I was raised a Christian, and while I still believe in the message of Jesus(love each other as you love yourself), I don't identify with the religion. This is because it's been 2010 years since Jesus was around and his message has been forgotten. Religion's only goal now is to get as much money and power as they can get, which is the opposite of what Jesus wanted people to do. Jesus wanted everyone to give away their possessions to others and to separate the ego from the soul.
The basis of most religions are well-meaning, but the people in charge are some of the most corrupt people to ever live.


----------



## Keith (Aug 30, 2008)

I think those of us born with a conscience can decide objectively what is good and evil but those born without still need the threat of eternal damnation to refrain them from doing much evil.


----------



## Neptunus (Oct 29, 2007)

No.


----------



## VagueResemblance (Apr 17, 2010)

Absolutely not. Morality and empathy for another human being are not dependent on who or what you believe in.

That said..I have met some nasty people who happened to be Christian. I was very glad they had the threat of hell to keep them halfway decent. (not picking on Christianity here, eh, it'll happen in every religion with a guilt/punishment/something component to it)


----------



## happyman2011 (Jun 20, 2010)

*Do we need religion to be good people?
*
We don't need one, but sometimes having a religion helps you to be a good person, just treat the religion as a simple support group.


----------



## VIncymon (Apr 16, 2009)

the cheat said:


> I was raised a Christian, and while I still believe in the message of Jesus(love each other as you love yourself), I don't identify with the religion. This is because i*t's been 2010 years since Jesus was around and his message has been forgotten.* Religion's only goal now is to get as much money and power as they can get, which is the opposite of what Jesus wanted people to do.
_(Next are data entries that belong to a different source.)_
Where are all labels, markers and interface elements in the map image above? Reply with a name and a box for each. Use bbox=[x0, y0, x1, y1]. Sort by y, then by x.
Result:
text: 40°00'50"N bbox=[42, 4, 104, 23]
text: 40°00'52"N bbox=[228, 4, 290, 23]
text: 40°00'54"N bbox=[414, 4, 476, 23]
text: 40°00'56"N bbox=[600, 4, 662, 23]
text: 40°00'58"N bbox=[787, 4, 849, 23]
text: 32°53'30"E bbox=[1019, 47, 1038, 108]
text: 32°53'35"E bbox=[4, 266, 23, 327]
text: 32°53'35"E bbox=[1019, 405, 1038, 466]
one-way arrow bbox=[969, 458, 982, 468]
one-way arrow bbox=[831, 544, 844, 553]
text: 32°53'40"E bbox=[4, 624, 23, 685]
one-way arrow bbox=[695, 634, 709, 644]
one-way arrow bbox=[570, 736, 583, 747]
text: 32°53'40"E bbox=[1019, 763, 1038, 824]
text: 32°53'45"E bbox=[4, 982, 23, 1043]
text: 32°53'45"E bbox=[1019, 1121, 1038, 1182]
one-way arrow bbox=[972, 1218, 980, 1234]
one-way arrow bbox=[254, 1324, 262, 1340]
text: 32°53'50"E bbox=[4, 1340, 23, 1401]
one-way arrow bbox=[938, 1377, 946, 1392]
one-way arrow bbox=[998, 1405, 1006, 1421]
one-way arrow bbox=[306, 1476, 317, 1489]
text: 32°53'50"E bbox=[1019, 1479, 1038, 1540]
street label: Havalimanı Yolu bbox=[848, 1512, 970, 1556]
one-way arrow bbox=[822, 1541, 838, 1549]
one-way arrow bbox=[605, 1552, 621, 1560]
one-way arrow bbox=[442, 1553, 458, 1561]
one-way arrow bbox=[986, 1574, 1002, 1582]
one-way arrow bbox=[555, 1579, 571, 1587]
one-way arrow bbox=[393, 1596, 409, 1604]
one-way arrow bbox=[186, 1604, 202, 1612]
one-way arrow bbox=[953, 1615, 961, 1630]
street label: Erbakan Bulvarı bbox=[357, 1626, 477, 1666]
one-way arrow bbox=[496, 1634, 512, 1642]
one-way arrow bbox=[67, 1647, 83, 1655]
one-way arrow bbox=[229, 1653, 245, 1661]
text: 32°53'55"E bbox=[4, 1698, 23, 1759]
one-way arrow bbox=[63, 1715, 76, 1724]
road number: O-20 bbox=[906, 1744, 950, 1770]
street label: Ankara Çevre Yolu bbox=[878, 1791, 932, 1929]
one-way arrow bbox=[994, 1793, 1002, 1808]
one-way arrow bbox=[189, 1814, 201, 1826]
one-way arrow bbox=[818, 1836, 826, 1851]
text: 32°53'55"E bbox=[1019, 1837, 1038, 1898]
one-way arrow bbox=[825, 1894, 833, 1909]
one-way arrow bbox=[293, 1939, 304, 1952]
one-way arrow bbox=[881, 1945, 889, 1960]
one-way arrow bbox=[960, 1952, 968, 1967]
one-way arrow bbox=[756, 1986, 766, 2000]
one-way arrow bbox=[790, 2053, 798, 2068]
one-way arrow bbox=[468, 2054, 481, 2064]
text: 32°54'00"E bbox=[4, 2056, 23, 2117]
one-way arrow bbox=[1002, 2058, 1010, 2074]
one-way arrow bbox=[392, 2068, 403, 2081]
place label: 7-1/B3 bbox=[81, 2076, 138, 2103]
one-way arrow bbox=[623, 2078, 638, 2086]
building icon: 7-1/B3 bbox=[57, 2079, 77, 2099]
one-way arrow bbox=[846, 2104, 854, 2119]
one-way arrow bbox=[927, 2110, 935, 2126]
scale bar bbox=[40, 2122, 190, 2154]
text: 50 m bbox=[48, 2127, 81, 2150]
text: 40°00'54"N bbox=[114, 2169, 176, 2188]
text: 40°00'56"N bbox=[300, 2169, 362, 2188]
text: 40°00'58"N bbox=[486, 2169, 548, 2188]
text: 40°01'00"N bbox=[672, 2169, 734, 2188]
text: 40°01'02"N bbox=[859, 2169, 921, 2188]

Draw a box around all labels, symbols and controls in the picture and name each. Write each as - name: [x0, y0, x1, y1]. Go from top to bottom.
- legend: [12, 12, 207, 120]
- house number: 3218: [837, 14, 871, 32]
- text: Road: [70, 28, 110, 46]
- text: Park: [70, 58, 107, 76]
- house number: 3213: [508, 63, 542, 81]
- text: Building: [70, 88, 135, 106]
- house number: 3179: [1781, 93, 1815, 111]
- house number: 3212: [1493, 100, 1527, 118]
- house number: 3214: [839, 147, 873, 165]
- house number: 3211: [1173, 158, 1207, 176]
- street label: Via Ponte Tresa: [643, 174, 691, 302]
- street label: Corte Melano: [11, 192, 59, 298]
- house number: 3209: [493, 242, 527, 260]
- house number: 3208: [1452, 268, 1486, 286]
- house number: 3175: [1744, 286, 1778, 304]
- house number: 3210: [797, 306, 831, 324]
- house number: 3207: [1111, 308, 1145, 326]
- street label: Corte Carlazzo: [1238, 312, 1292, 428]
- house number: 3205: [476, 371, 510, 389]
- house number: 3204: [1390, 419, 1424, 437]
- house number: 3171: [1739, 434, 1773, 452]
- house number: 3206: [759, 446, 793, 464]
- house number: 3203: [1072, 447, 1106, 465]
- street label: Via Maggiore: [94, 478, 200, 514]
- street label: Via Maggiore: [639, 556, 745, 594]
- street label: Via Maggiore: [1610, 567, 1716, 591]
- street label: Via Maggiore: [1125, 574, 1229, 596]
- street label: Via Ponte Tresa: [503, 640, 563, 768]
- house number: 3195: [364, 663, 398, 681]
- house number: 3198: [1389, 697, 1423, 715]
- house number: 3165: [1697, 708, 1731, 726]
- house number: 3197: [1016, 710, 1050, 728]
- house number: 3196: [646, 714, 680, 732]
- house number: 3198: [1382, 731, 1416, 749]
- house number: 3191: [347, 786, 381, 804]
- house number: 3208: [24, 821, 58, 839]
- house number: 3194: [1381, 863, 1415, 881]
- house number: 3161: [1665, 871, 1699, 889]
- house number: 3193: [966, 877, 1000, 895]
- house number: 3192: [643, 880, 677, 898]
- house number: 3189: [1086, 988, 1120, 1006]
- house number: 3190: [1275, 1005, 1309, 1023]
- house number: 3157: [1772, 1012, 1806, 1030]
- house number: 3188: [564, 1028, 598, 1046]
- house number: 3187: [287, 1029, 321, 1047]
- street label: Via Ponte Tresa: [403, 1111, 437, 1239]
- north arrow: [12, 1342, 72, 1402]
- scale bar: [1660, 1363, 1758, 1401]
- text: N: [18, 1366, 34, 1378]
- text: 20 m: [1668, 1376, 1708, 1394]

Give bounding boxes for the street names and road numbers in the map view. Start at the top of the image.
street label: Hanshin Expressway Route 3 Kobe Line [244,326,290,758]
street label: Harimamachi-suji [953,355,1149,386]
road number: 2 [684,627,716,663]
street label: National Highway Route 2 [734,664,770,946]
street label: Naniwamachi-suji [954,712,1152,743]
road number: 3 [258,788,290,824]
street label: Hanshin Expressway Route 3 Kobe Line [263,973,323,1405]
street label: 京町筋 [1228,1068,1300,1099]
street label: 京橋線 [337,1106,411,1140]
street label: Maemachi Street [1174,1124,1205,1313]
Jesus wanted everyone to give away their possessions to others and to separate the ego from the soul.
> The basis of most religions are well-meaning, but the people in charge are some of the most corrupt people to ever live.


Conversely, if I were to take my religion more seriously, I would become a very, VERY cynical man. The amount of corruption within Christianity alone is enough to make any 'christian' feel like the world is not worth saving.


----------



## Hamtown (Jun 10, 2010)

Well for some people its great, it gives them structure and can bring people out of the pits.But no you don't need religion to be a good person, being good to yourself,listening to yourself/becoming more intuitive is way better then any religion i think.

Concerning Christianity I think jesus was a really good guy but people just severely misinterpreted him.


----------



## millenniumman75 (Feb 4, 2005)

VIncymon said:


> Conversely, if I were to take my religion more seriously, I would become a very, VERY cynical man. The amount of corruption within Christianity alone is enough to make any 'christian' feel like the world is not worth saving.


I don't know about that - I have probably started taking my religion far more seriously in the last ten years. I see corruption, but realize that other people have their issues - it is on them to fix it. In the meantime, I will not let the bitterness and corruption of others get to me.

"And lead us not into temptation
But deliver us from evil."


----------



## serendipitydodo (Apr 11, 2010)

I spoke to a Christian friend the other day. I'm an Agnostic (that's the one where you're on the fence and keep an open mind, right? ) My friend told me that Jesus has created a place for the souls of Christians to live for eternity. I told her that I've always thought that, if you live your life as a good person (never intentionally hurting anyone or anything) then, if there is a god, He will love whoever is good (Christian or not) and therefore allow their souls into Heaven. She told me that this is not the case - that only good people who have made a commitment to live as a Christian will be allowed into Heaven when they die. The souls of people who haven't made that commitment will die forever. This has scared me. She was so sure about what she said. She became a Christian when she was about 30 and is now in her 60s. Making a commitment, for me, would feel superficial - like buying a ticket to Heaven, just in case. I feel unable to resolutely believe in God but I still endeavour to be a good person.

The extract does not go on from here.